Nothing but the lines from the start of the entries below through the line containing "for (const r" should appear in the answer, copied exactly and free of pictures.

(Stored data)

__________________________________________________

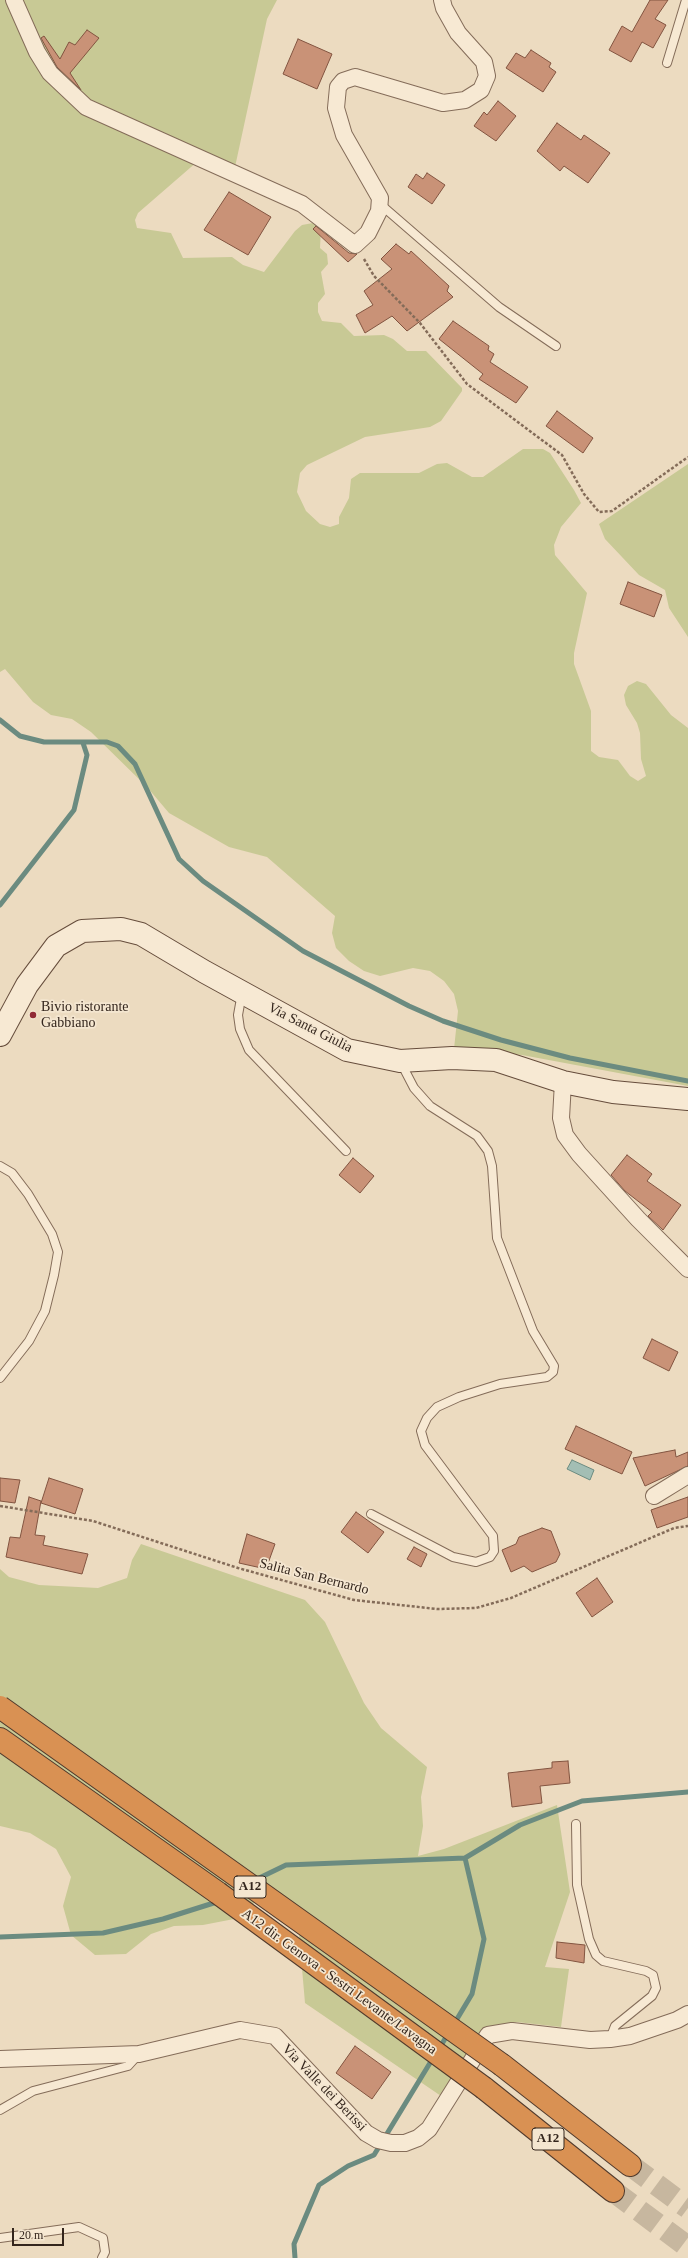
<!DOCTYPE html>
<html>
<head>
<meta charset="utf-8">
<style>
	body { margin:0 }
	#map { position:relative; width:688px; height:2258px; overflow:hidden; background:#ecdbc0; font-family:Georgia,serif }
	canvas { display:block }
	.scale { position:absolute; left:12px; top:2228px; width:52px; height:18px; box-sizing:border-box; border:2px solid #34261d; border-top:0; padding-left:5px; font-size:12px; line-height:14px; white-space:nowrap; color:#34261d; -webkit-text-stroke:3px #f4e6d0; paint-order:stroke }
</style>
</head>
<body>
<div id="map">
<canvas width="688" height="2258"></canvas>
<div class="scale">20 m</div>
</div>
<script>
const ctx = document.querySelector('canvas').getContext('2d');
ctx.lineJoin = 'round';
function fillPath(path, color) {
  ctx.fillStyle = color;
  ctx.fill(path, 'evenodd');
}
function shape(rows) {
  const path = new Path2D();
  for (const r of rows) {
    path.moveTo(r[0], r[1]);
    for (let i = 2; i < r.length; i += 2) path.lineTo(r[i], r[i + 1]);
  }
  return path;
}
function strokePath(path, color, width, dash) {
  ctx.strokeStyle = color;
  ctx.lineWidth = width;
  ctx.lineCap = dash ? 'butt' : 'round';
  ctx.setLineDash(dash || []);
  ctx.stroke(path);
}
function drawText(font, color, halo, rows, align = 'center') {
  ctx.font = font + ' Georgia,serif';
  ctx.lineWidth = 3.5;
  ctx.setLineDash([]);
  ctx.textBaseline = 'middle';
  ctx.strokeStyle = halo;
  ctx.fillStyle = color;
  for (const [text, x, y, turn = 0] of rows) {
    ctx.save();
    ctx.translate(x, y);
    ctx.rotate((+turn || 0) * Math.PI / 180);
    ctx.textAlign = isNaN(turn) ? turn : align;
    if (halo) ctx.strokeText(text, 0, 0);
    ctx.fillText(text, 0, 0);
    ctx.restore();
  }
}
fillPath(shape([
	[0,0,277,0,267,19,235,167,198,161,138,213,135,220,137,228,171,233,183,258,232,257,243,265,264,272,295,231,302,225,313,223,321,228,320,248,327,254,328,264,321,272,325,294,318,303,318,312,322,321,341,323,354,336,384,335,393,339,407,351,426,351,462,388,462,391,441,421,430,427,365,437,307,465,300,473,297,492,306,511,320,524,330,527,339,524,339,517,349,498,351,479,360,473,419,473,437,464,447,463,472,477,483,477,523,449,543,449,550,453,574,490,581,503,561,527,554,545,555,555,587,593,574,653,574,664,591,711,591,751,599,757,618,760,630,776,638,781,646,776,641,759,640,733,637,723,626,705,624,695,628,686,637,681,646,684,671,715,688,728,688,1086,522,1055,454,1049,458,1011,454,994,444,981,430,971,413,968,380,976,364,971,349,961,336,948,332,933,335,916,267,857,229,847,169,813,147,787,91,732,72,719,51,715,33,702,5,669,0,672],
	[688,464,688,637,669,608,665,590,639,575,605,539,599,524],
	[141,1544,305,1600,325,1622,364,1703,381,1728,427,1767,421,1797,423,1826,418,1856,444,1849,557,1805,570,1892,545,1967,569,1969,561,2027,517,2022,490,2027,475,2039,441,2096,305,2003,299,1934,272,1889,234,1919,203,1925,174,1926,151,1934,126,1954,95,1955,71,1935,63,1906,71,1877,56,1849,30,1833,0,1826,0,1569,9,1577,39,1585,98,1588,127,1578,132,1560]
]), '#c8c995');
const water = shape([
	[572,1460,594,1470,590,1480,567,1469,572,1460]
]);
fillPath(water, '#a3beb4');
strokePath(water, '#6b8b80', 1);
strokePath(shape([
	[0,720,20,736,44,742,107,742,118,746,135,764,179,859,203,881,303,951,409,1006,443,1021,501,1040,570,1058,688,1081],
	[0,905,74,810,87,755,83,743],
	[253,1881,286,1865,465,1858,520,1825,582,1801,688,1792],
	[0,1937,103,1933,163,1919,220,1901],
	[454,2024,472,1994,484,1939,465,1858],
	[439,2049,449,2032],
	[295,2258,294,2244,319,2185,348,2166,374,2155,433,2058]
]), '#6b8b80', 5);
const building = shape([
	[650,0,668,0,655,19,666,25,653,48,642,42,631,62,609,50,622,26,632,32,650,0],
	[87,30,99,38,70,73,81,90,57,67,41,38,44,36,60,59,69,42,75,45,87,30],
	[298,39,332,54,317,89,283,74,298,39],
	[531,50,551,63,549,67,556,72,543,92,506,68,516,53,525,58,531,50],
	[498,101,516,116,496,141,474,126,484,112,487,115,498,101],
	[557,123,581,140,584,135,610,153,588,183,564,166,560,171,537,151,557,123],
	[427,173,445,185,432,204,408,187,416,174,423,179,427,173],
	[229,192,271,217,248,255,204,230,229,192],
	[316,226,349,253,357,254,348,262,313,229,316,226],
	[396,244,409,254,411,251,449,286,447,291,453,297,407,331,392,316,365,333,356,315,373,305,364,291,392,269,381,259,396,244],
	[453,321,489,346,488,350,494,354,490,362,528,387,516,403,479,379,483,374,439,339,453,321],
	[557,411,593,438,583,453,546,426,557,411],
	[628,582,662,595,654,617,620,604,628,582],
	[627,1155,652,1174,647,1181,681,1205,663,1230,648,1216,652,1212,625,1191,611,1175,627,1155],
	[353,1158,374,1176,360,1193,339,1175,353,1158],
	[652,1339,678,1352,669,1371,643,1358,652,1339],
	[576,1426,632,1452,622,1474,565,1449,576,1426],
	[675,1450,676,1457,688,1452,688,1466,645,1486,633,1458,675,1450],
	[0,1478,20,1480,15,1503,0,1501,0,1478],
	[49,1478,83,1489,75,1514,41,1503,49,1478],
	[29,1497,41,1501,35,1535,45,1536,43,1545,88,1554,82,1574,6,1557,10,1537,20,1538,29,1497],
	[688,1497,688,1517,657,1528,651,1510,688,1497],
	[356,1512,384,1532,368,1553,341,1532,356,1512],
	[542,1528,551,1531,560,1554,556,1562,532,1572,524,1566,511,1572,502,1550,516,1544,519,1537,542,1528],
	[247,1534,275,1544,266,1569,239,1563,247,1534],
	[414,1547,427,1554,421,1567,407,1559,414,1547],
	[597,1578,613,1602,592,1617,576,1593,597,1578],
	[568,1761,570,1783,540,1786,542,1803,512,1807,508,1773,552,1768,552,1762,568,1761],
	[557,1942,585,1945,584,1963,556,1958,557,1942],
	[355,2046,391,2072,372,2099,336,2073,355,2046]
]);
fillPath(building, '#c99277');
strokePath(building, '#825440', 1);
strokePath(shape([
	[630,2165,688,2208],
	[613,2191,688,2247]
]), '#c7b79f', 22, [22, 11]);
const lane = shape([
	[667,63,686,0],
	[380,204,499,307,556,346],
	[242,993,238,1015,240,1029,249,1050,346,1151],
	[0,1166,12,1173,28,1194,52,1234,58,1252,54,1275,45,1311,29,1341,0,1378],
	[371,1514,453,1557,476,1562,490,1557,494,1551,493,1536,425,1445,421,1431,427,1418,437,1407,459,1397,500,1384,547,1377,553,1372,554,1366,533,1331,497,1238,492,1166,488,1151,477,1136,430,1106,414,1088,401,1063],
	[576,1824,577,1885,589,1939,596,1955,603,1961,646,1971,653,1975,656,1988,652,1996,615,2026,610,2039],
	[0,2110,33,2091,128,2066,138,2055],
	[0,2238,79,2227,103,2238,105,2252,102,2258]
]);
const street = shape([
	[14,0,37,52,50,73,86,107,302,204,355,245,368,233,379,211,380,198,344,135,336,108,338,87,343,81,355,77,443,103,465,100,481,90,487,76,484,62,458,33,444,8,442,0],
	[563,1082,561,1118,565,1135,579,1154,638,1219,688,1269],
	[654,1496,688,1475],
	[0,2059,139,2054,240,2030,275,2036,366,2133,378,2140,391,2143,405,2143,418,2138,429,2129,488,2035,512,2031,590,2040,610,2039,630,2036,677,2020,688,2014]
]);
const secondary = shape([
	[0,1035,27,985,56,946,82,931,121,929,141,934,205,972,347,1050,400,1061,452,1058,496,1060,563,1082,613,1092,688,1099]
]);
const highway = shape([
	[0,1739,218,1893],
	[502,2065,630,2165],
	[484,2088,613,2191]
]);
strokePath(lane, '#846c59', 10);
strokePath(street, '#846c59', 18);
strokePath(secondary, '#664d3c', 24);
strokePath(highway, '#523b2d', 24);
strokePath(shape([
	[364,259,374,276,420,323,467,384,562,455,584,494,599,512,612,511,688,457],
	[0,1506,93,1521,238,1568,354,1600,437,1609,476,1608,511,1598,674,1528,688,1526]
]), '#846c59', 2.5, [3, 2]);
strokePath(lane, '#f7e9d3', 8);
strokePath(street, '#f7e9d3', 16);
strokePath(secondary, '#f7e9d3', 22);
strokePath(highway, '#d99153', 22);
const highwayBridge = shape([
	[0,1707,502,2065],
	[218,1893,484,2088]
]);
strokePath(highwayBridge, '#523b2d', 24, []);
strokePath(highwayBridge, '#d99153', 22);
for (const [x, y, r, color] of [
	[33,1015,4,"#912b36"]
]) {
  const dot = new Path2D();
  dot.arc(x, y, r, 0, 2 * Math.PI);
  ctx.fillStyle = color;
  ctx.fill(dot);
  strokePath(dot, '#f4e6d0', 1.5);
}
for (const [x, y, w] of [
	[250,1887,32],
	[548,2139,32]
]) {
  const box = new Path2D();
  box.roundRect(x - w / 2, y - 11, w, 22, 3);
  ctx.fillStyle = '#f4e6d0';
  ctx.fill(box);
  strokePath(box, '#34261d', 1);
}
drawText('bold 13px', '#34261d', null, [
	["A12",250,1887],
	["A12",548,2139]
]);
drawText('14px', '#34261d', '#f4e6d0', [
	["Bivio ristorante",41,1007],
	["Gabbiano",41,1023]
], 'left');
drawText('14px', '#34261d', '#f4e6d0', [
	["Via Santa Giulia",310,1028,27],
	["Salita San Bernardo",314,1577,14],
	["A12 dir. Genova - Sestri Levante/Lavagna",339,1982,36],
	["Via Valle dei Berissi",324,2088,46]
]);
</script>
</body>
</html>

__________________________________________________

▶ **Written answer**
<!DOCTYPE html>
<html>
<head>
<meta charset="utf-8">
<style>
	body { margin:0 }
	#map { position:relative; width:688px; height:2258px; overflow:hidden; background:#ecdbc0; font-family:Georgia,serif }
	canvas { display:block }
	.scale { position:absolute; left:12px; top:2228px; width:52px; height:18px; box-sizing:border-box; border:2px solid #34261d; border-top:0; padding-left:5px; font-size:12px; line-height:14px; white-space:nowrap; color:#34261d; -webkit-text-stroke:3px #f4e6d0; paint-order:stroke }
</style>
</head>
<body>
<div id="map">
<canvas width="688" height="2258"></canvas>
<div class="scale">20 m</div>
</div>
<script>
const ctx = document.querySelector('canvas').getContext('2d');
ctx.lineJoin = 'round';
function fillPath(path, color) {
  ctx.fillStyle = color;
  ctx.fill(path, 'evenodd');
}
function shape(rows) {
  const path = new Path2D();
  for (const r of rows) {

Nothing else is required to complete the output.